WORK TASK:
The expected output is each line in the data below that includes the string "tools".

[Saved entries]
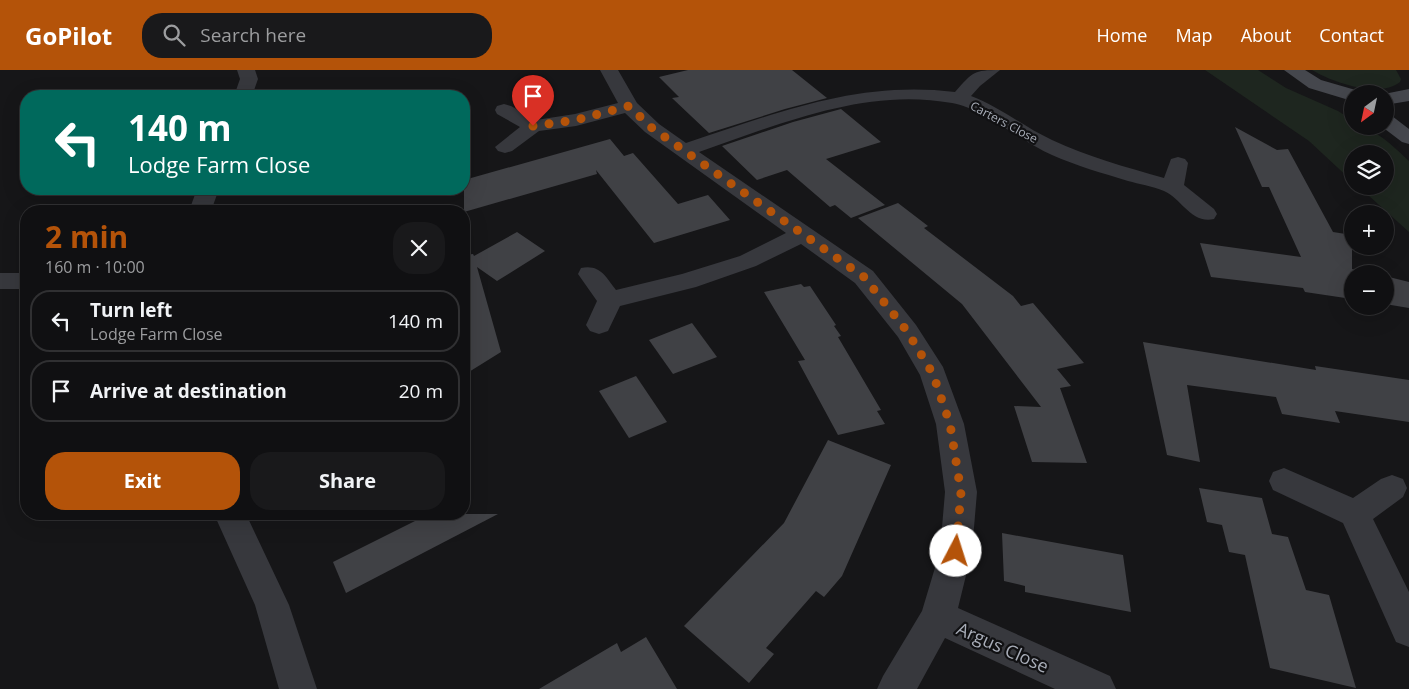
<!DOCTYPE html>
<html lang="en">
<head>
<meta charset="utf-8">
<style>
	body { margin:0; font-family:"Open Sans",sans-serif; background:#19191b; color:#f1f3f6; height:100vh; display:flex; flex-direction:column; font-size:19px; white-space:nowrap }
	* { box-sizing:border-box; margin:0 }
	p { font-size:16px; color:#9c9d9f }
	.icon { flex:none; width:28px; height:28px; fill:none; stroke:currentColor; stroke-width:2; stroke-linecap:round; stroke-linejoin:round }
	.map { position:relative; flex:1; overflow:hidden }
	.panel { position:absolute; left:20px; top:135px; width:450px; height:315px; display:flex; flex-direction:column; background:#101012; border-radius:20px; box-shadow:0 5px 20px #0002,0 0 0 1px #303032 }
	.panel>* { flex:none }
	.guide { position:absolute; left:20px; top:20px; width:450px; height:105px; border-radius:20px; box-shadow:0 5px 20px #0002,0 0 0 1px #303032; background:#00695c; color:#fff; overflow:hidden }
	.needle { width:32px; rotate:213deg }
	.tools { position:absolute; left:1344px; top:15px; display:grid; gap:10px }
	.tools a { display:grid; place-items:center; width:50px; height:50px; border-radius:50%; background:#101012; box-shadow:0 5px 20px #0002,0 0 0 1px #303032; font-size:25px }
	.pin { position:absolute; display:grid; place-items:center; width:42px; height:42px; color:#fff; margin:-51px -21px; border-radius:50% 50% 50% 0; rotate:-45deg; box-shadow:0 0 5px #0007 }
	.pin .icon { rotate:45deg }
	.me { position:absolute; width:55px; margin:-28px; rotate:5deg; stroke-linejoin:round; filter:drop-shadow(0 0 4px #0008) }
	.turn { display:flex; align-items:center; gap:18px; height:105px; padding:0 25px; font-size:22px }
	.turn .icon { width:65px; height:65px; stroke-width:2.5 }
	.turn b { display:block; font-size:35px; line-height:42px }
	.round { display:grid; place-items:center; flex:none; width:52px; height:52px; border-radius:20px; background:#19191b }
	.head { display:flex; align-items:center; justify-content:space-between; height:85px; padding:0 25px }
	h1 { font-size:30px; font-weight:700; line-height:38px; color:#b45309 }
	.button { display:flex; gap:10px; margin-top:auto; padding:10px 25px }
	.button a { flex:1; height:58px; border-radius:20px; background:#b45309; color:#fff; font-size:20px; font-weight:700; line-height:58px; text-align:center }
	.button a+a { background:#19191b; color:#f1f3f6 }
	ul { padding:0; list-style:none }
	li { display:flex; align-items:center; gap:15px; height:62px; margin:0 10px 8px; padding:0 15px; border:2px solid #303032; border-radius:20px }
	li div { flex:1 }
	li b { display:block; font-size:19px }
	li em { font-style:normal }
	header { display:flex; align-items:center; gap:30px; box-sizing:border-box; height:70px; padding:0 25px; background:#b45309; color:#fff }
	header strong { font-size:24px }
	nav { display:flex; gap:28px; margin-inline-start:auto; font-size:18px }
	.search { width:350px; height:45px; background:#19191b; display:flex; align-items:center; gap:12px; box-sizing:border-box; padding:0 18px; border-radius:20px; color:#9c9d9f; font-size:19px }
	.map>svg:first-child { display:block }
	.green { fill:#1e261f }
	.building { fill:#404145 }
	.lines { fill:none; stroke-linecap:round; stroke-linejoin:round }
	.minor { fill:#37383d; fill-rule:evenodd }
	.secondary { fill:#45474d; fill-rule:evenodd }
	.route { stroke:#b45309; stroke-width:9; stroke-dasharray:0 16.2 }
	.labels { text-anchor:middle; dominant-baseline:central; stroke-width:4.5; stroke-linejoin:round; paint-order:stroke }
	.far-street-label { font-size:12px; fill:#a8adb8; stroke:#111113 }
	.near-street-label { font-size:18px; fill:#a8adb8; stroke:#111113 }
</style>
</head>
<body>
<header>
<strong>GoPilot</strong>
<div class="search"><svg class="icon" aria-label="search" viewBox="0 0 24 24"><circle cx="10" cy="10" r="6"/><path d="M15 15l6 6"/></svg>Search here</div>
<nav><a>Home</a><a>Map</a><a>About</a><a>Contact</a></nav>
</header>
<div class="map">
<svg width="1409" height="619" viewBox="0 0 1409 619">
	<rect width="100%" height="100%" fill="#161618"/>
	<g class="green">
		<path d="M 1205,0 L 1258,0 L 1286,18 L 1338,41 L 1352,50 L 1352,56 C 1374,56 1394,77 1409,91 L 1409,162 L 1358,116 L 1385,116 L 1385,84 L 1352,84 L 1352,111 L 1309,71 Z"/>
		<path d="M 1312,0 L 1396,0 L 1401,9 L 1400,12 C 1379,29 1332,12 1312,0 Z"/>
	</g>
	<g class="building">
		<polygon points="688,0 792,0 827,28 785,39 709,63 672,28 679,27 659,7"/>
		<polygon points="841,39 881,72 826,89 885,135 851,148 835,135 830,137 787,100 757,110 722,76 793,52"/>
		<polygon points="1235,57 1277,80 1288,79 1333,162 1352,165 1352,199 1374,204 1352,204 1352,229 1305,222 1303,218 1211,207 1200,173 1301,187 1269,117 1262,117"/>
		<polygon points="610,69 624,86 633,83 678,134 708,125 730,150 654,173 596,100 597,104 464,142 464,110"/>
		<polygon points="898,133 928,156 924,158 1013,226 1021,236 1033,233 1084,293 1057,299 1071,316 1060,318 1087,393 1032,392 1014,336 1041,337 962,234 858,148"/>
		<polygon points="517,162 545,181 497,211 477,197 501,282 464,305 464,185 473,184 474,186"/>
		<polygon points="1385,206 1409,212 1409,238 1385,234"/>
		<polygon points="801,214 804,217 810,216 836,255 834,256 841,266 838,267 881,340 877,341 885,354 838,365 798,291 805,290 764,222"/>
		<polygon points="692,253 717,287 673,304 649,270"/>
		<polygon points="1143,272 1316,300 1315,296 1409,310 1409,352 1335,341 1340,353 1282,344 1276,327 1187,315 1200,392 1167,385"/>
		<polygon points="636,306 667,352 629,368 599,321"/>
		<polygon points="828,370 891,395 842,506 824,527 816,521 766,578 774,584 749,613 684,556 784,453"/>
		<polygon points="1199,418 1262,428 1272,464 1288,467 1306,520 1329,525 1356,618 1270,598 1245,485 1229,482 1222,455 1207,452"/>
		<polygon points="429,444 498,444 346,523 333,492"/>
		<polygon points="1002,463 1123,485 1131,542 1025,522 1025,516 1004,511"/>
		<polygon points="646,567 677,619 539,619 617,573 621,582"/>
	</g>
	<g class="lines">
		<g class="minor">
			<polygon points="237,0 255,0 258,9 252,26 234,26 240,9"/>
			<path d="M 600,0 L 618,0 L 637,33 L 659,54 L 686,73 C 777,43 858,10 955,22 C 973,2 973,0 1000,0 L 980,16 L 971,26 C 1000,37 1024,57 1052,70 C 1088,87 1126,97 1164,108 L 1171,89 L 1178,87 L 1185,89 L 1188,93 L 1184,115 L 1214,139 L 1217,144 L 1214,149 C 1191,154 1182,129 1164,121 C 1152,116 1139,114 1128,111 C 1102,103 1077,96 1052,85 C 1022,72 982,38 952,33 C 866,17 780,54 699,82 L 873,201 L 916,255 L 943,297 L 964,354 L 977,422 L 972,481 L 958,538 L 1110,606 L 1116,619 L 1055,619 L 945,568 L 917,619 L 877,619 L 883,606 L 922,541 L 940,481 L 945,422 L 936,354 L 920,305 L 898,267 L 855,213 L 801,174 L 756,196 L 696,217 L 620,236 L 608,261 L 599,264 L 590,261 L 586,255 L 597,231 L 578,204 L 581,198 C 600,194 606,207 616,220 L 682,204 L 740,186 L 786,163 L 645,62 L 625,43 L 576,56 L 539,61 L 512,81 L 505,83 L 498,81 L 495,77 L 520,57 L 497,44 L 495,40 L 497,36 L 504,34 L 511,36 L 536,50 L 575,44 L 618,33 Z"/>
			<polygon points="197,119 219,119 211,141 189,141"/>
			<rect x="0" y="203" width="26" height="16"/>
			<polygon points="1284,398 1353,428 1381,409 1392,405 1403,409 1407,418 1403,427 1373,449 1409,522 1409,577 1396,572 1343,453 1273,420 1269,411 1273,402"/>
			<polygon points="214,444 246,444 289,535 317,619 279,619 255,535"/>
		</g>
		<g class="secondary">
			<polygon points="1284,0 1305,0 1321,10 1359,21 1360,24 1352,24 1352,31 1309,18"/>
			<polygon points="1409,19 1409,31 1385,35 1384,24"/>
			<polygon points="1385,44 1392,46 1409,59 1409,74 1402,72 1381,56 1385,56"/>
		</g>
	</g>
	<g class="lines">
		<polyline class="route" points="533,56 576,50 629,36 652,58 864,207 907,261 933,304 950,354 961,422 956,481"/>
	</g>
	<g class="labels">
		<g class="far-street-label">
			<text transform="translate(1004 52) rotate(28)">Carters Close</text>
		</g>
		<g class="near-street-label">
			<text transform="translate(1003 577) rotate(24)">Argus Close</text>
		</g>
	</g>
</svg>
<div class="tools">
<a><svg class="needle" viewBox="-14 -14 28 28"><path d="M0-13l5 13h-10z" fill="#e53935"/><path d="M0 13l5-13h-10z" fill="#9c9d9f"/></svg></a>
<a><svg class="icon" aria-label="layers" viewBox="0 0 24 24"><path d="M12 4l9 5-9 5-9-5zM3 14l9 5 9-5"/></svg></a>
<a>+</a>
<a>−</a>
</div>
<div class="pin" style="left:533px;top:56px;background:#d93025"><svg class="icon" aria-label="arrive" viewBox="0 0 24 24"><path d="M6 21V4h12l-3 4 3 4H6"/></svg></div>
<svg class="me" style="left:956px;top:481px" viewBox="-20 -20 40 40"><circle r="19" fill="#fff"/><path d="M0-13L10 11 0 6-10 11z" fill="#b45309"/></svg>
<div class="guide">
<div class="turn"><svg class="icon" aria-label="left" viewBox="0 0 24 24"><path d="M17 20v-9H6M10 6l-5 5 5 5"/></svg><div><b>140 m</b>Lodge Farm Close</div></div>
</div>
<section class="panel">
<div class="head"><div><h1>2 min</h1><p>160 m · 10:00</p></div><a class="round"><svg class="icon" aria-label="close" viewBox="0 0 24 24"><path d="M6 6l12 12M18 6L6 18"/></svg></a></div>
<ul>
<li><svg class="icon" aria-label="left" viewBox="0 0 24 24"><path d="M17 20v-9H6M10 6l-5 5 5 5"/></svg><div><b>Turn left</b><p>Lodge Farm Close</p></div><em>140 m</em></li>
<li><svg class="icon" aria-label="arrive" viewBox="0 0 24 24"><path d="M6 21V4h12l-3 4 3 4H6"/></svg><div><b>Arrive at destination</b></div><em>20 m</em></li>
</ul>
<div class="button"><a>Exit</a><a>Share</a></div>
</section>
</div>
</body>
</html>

EXERCISE OUTPUT:
	.tools { position:absolute; left:1344px; top:15px; display:grid; gap:10px }
	.tools a { display:grid; place-items:center; width:50px; height:50px; border-radius:50%; background:#101012; box-shadow:0 5px 20px #0002,0 0 0 1px #303032; font-size:25px }
<div class="tools">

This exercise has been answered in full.